Her şeyden öte mevcut konjonktürde Kürt meselesinin siyasi ve hukuki zeminlere taşınması, dahası ülkenin temel meselesinde konuşabiliyor olmak “politikayı” dönüştürüyor ve geri getiriyor. Bu dönüşüm MHP’ye yeni bir siyaset alanı açıyor. AKP’ye bir şans tanıyor. DEM’e Türkiye siyaseti yapma olanağı sunuyor ve DEM’i Türkiye’deki Kürt meselesinin, Kürt temsiliyetinin kalbi haline getiriyor. CHP’yi ise tarihsel ve güncel meselelerde demokratik zeminlerin tahrip edildiği bir atmosferde gerçek bir demokrasi mücadelesi vermeye çağırıyor.
CHP’nin yaşadığı ve CHP’ye yaşatılan kriz, salt bir siyasi parti, ya da partiler arası rekabet sonucu yaşanan güncel bir kriz değildir. Yaşanan kriz hem devlet, hem rejim, hem parti krizidir. Tam da bu nedenle CHP’nin yaşadığı çoklu kriz ülkenin tüm dinamiklerini doğrudan bağlamaktadır.
Mevcut kriz hali CHP’ye uzun süre sonra yapay gündemler yerine demokratik ve meşru bir zeminde toplumcu bir siyaset yapabilme olanağını da sunuyor. Halk iradesiyle gasp edilen belediyeler var. Seçilmiş belediye başkanları cezaevlerine kapatılıyor. Bunun yanında Kürt meselesi CHP’nin de uzun süreden beri talep ettiği Meclis zeminine taşınmış durumda. CHP şikayet etmeden, mazlum veya mağdur rolüne girmeden ve de en önemlisi oraya buraya “savrulmadan” gerçek bir demokrasi mücadelesi vererek bu krizlerle baş edebilir. Bu kapasite bugünün CHP’sinde fazlasıyla var.
CHP’nin başında duran Özgür Özel hem krizlerin aşılmasında hem de genel değişim-dönüşüm bağlamında umut vaat ediyor. Sayın Özel siyaseti insanileştirmek ve toplumsallaştırmak istiyor. Hem eski genel başkana, hem iktidara, hem Kürtlere karşı pozitif bir tavır sergiledi. Özgür Özel’in mütevaziliğini zayıflık olarak görmek büyük bir yanılgı olabilir. CHP ve Türkiye siyaseti Özgür Özel tarzı siyasetin değerini bilmeli. CHP’nin, devletin ve rejimin yaşadığı krizlerin aşılmasında Özgür Özel bir şans olabilir. İktidar bu şansı daha fazla yıpratmamalı.
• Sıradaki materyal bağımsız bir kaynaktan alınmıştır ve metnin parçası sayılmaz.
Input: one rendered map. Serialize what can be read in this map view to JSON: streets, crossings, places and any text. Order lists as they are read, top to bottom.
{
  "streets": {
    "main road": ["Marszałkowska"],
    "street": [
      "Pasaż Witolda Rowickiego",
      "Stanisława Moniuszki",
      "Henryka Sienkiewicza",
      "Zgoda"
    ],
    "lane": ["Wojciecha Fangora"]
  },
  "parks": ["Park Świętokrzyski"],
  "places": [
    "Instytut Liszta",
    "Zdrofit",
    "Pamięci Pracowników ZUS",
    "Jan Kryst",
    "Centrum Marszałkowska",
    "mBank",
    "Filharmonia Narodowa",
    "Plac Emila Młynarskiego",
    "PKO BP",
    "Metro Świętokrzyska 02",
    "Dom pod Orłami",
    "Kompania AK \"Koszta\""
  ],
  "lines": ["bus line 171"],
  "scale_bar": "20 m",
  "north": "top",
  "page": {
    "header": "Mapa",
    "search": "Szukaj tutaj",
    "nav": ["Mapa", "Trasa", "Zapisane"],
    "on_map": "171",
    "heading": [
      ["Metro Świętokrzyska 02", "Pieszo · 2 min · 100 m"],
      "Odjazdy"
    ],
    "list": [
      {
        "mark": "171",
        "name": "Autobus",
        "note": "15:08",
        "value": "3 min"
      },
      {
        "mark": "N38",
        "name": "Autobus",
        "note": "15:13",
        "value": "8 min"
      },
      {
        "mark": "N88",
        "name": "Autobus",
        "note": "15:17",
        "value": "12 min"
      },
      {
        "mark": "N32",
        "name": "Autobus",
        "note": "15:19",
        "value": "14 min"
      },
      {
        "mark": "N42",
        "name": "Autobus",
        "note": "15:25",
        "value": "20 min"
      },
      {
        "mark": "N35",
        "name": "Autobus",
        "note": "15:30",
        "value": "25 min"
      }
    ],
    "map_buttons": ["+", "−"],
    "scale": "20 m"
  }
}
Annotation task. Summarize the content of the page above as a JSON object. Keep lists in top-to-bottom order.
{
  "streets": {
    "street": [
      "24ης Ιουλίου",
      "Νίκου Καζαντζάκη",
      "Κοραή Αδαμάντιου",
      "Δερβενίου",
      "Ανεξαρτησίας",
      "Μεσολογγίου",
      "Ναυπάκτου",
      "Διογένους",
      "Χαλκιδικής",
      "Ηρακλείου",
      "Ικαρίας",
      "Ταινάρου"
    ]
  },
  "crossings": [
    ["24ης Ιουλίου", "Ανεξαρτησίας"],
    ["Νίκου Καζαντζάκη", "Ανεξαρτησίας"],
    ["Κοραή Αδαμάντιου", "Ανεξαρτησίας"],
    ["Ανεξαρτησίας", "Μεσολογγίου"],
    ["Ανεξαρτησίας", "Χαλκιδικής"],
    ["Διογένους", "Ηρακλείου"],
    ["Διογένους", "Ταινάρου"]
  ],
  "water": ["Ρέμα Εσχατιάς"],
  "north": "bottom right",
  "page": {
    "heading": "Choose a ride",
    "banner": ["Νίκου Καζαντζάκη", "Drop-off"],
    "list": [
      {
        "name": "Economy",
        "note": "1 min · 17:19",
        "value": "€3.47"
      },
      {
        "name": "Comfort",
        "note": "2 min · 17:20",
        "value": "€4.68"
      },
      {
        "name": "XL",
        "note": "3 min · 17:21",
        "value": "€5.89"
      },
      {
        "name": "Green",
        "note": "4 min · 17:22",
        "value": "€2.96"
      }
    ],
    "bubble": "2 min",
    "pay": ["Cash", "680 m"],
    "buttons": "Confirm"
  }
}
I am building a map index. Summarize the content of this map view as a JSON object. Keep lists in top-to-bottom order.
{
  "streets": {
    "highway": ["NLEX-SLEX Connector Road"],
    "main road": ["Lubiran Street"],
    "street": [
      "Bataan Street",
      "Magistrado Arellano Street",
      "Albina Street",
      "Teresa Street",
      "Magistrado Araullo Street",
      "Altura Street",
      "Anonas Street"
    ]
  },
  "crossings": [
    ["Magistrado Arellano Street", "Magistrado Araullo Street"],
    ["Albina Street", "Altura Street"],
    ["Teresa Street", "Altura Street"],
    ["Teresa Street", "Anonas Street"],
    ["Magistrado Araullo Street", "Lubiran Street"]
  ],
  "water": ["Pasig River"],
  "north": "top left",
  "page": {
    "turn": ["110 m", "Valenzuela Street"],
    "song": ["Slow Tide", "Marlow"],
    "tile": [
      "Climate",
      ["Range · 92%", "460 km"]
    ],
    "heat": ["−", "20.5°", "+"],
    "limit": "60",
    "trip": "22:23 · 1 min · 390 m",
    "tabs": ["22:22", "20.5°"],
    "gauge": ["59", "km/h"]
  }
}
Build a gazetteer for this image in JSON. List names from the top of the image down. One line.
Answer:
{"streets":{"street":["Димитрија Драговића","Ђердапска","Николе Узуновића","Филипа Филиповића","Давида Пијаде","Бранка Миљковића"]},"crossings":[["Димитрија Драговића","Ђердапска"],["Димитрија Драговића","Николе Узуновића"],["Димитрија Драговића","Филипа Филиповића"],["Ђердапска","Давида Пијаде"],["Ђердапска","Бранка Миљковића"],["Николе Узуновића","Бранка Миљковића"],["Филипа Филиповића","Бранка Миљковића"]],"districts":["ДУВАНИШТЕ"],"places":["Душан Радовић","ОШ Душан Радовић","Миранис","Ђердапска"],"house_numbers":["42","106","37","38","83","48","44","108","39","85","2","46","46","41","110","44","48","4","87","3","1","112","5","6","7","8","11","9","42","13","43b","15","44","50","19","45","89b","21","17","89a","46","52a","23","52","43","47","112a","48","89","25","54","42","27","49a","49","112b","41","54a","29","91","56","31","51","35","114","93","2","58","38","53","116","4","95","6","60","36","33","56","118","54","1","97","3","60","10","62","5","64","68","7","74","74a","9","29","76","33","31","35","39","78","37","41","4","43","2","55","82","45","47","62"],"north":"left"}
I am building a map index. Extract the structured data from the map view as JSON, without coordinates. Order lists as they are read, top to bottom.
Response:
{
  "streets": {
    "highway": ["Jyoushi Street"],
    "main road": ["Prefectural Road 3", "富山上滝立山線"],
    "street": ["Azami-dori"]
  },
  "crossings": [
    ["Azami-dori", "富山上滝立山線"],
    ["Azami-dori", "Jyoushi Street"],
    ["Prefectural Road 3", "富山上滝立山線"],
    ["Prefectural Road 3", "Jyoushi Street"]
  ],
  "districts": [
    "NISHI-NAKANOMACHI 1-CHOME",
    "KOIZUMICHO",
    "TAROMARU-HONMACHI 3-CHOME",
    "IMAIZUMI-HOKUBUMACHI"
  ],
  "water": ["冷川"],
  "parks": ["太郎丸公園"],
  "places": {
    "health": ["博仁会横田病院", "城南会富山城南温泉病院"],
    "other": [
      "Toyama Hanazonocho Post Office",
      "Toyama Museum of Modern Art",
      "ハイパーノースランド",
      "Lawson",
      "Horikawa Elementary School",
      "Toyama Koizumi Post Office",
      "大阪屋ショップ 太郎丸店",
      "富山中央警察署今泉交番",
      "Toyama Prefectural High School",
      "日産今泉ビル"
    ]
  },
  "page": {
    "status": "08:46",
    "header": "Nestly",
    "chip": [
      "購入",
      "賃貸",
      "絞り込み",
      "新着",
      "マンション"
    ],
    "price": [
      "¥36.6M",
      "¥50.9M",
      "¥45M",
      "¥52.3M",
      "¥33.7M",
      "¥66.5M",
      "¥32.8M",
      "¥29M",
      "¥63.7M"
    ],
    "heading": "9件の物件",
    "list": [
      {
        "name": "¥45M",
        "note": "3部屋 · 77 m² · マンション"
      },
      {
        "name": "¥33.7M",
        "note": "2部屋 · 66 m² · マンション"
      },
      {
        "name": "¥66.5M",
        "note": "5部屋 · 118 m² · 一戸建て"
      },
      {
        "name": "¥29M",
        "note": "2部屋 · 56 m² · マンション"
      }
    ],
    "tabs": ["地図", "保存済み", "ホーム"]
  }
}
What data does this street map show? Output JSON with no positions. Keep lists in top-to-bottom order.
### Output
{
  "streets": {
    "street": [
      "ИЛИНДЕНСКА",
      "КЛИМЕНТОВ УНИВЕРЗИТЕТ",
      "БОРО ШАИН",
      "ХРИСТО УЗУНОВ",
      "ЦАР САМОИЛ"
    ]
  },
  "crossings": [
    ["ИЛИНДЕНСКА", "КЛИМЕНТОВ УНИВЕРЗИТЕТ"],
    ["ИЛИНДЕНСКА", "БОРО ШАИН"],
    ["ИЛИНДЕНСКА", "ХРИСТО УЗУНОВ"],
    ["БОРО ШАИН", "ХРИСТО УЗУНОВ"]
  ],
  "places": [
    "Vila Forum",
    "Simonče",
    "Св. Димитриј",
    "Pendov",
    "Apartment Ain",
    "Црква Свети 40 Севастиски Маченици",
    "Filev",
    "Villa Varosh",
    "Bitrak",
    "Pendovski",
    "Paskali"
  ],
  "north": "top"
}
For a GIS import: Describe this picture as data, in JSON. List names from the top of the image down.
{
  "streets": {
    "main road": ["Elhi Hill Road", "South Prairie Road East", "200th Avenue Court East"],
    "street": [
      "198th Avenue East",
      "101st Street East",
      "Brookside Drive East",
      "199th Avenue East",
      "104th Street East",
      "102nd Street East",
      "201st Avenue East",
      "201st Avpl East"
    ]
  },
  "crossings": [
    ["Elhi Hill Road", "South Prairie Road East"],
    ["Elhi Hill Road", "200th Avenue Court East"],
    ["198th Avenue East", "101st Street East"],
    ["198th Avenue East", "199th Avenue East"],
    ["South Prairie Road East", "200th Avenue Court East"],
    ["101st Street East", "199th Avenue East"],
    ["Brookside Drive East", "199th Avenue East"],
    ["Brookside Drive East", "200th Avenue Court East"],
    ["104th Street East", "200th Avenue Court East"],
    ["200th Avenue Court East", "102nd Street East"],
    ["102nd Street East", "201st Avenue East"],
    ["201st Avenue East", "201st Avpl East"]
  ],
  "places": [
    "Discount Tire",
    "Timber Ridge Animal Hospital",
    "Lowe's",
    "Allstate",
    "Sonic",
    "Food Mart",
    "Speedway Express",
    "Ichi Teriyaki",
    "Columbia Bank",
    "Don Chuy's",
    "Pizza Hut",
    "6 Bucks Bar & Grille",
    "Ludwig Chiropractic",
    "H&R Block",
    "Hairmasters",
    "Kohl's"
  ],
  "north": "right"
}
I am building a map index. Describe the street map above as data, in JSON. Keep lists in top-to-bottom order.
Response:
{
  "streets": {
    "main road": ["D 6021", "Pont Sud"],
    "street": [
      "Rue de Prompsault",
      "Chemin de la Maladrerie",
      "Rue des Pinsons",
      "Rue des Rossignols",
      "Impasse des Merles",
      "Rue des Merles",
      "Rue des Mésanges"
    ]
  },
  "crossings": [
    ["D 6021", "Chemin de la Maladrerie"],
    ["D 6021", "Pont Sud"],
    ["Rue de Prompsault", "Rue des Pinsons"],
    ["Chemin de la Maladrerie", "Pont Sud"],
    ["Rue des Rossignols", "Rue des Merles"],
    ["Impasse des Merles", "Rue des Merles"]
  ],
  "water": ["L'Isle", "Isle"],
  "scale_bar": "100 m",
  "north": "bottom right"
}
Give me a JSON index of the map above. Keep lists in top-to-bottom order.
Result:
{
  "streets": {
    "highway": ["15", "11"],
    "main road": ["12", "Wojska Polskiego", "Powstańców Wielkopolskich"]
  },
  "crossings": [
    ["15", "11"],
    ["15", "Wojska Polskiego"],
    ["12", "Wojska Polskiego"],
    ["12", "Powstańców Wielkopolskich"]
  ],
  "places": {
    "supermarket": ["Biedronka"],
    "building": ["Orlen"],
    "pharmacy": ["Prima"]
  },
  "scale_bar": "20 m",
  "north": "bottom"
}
Yaşadıklarımız demokratikleşemeyen cumhuriyetin tezahürüdür. Cumhuriyeti halka taşıma ve demokratikleştirme için ortak bir mücadeleye ihtiyaç var. Demokratik cumhuriyet dışında başka bir rejime geçit verilmemeli. Zira Türkiye’yi, üzerinde yaşayan tüm yurttaşlara ortak yurt yapabilecek asıl rejim demokratik bir halk cumhuriyetinden başka bir rejim değil.
İktidarın tüm siyasi iklimlere balyozla müdahale etme taşkınlığı her zaman olduğu gibi şimdiki siyaseti de zehirliyor. Toplum kutuplaşmaktan bunalmış durumda. Yeni belirsizlikler inşa ediliyor. İktidarın önünde hem Kürt meselesinde hem de ülkenin genel siyasetinde “topyekün demokrasi” ilkesi dışında başka bir seçenek yok. Bu seçenek kendilerini de kurtaracak tek seçenektir.
Her şeye rağmen hala büyük olanaklara sahip olduğumuzu görmüş olacağız. Her zamankinden daha fazla sağduyulu, soğukkanlı ve akıllıca siyasete ihtiyacımız var. Siyasetçilerin zıvanadan çıkma hakları yok. Her koşulda siyaset yaparak, siyaseti yeniden yeniden üreterek toplumun sorunlarını çözmekle mükellefler. Çözemediklerinde çözülüp aşılırlar.